Ayrshire College is a further education institution in Scotland. Formed in August 2013 from a merger between Ayr College, Kilmarnock College and the Largs and Kilwinning campuses of James Watt College, it serves Ayrshire and surrounding areas, with campuses in Ayr, Kilmarnock and Kilwinning.

==History==
Ayrshire College was established on 1 August 2013, following the merger of the three main colleges in Ayrshire – Kilmarnock College, Ayr College as well as the Kilwinning and Largs campuses of James Watt College. Ayrshire College is an incorporated College under the Further and Higher education (Scotland) Act 1992. The college is a registered charity in Scotland with a registered charity number of (SCO21177).

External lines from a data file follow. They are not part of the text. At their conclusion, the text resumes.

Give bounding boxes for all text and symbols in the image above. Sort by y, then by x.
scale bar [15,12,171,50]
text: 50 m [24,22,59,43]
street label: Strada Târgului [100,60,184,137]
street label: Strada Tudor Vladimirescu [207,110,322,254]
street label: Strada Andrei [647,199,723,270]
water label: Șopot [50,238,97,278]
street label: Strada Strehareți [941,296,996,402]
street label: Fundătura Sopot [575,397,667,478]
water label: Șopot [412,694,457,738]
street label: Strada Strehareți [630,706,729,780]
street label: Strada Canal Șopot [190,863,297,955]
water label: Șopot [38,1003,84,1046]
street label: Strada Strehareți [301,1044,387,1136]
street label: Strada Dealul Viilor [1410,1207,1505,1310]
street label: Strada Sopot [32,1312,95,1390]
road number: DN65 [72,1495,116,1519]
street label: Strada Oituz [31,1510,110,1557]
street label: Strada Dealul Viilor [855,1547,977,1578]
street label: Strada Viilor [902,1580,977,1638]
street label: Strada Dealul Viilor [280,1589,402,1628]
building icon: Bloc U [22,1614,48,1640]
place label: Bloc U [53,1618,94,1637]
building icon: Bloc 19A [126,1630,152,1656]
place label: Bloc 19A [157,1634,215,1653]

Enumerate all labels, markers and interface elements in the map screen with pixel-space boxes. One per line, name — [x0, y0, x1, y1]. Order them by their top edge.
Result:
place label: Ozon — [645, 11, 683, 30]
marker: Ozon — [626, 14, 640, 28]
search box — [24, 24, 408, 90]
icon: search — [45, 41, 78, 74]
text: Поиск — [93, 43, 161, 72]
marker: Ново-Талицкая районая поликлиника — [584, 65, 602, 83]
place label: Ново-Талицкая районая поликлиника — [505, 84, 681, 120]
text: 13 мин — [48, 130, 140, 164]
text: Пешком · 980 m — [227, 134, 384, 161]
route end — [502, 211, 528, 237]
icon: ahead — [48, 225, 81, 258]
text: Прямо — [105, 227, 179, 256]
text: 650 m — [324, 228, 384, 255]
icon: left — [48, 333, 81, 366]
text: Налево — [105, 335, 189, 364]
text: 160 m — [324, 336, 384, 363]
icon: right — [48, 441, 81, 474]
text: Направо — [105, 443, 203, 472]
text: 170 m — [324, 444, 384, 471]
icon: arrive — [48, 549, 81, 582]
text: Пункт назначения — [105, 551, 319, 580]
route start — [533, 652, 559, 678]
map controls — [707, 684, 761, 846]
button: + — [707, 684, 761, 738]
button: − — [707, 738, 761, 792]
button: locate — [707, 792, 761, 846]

The Kilwinning campus of the college was previously a campus of James Watt College. In the 1990s, James Watt College expanded to include campuses on the Greenock waterfront in Greenock, and at the Inverclyde National Sports Training Centre in Largs. The Ayrshire campuses were demerged to form part of the new Ayrshire College in 2013.

The Kilmarnock campus opened in October 2016. It was built on part of the site of the former Johnnie Walker bottling plant, following alcoholic beverage company Diageo's gifting of the location to the college. In 2009, Diageo, owner of Johnnie Walker, announced the proposed closure of the bottling plant facility in Hill Street, and in 2012, Diageo closed the facility with the loss of 700 jobs.

In February 2013, the principal of Kilmarnock College, Heather Dunk, was named the principal designate of Ayrshire College. The colleges registered address is the Ayr campus of the college, based at Dam Park in Ayr.

==Campuses==
===Main campuses===
- Ayr Campus (Dam Park, Ayr)
- Kilmarnock Campus (Hill Street, Kilmarnock)
- Kilwinning Campus (Lauchlan Way, Kilwinning)

===Other campuses===
- Skills Centre for Excellence (Irvine Royal Academy, Kilwinning Road, Irvine)
- Nethermains Campus (Simpson Place, Kilwinning)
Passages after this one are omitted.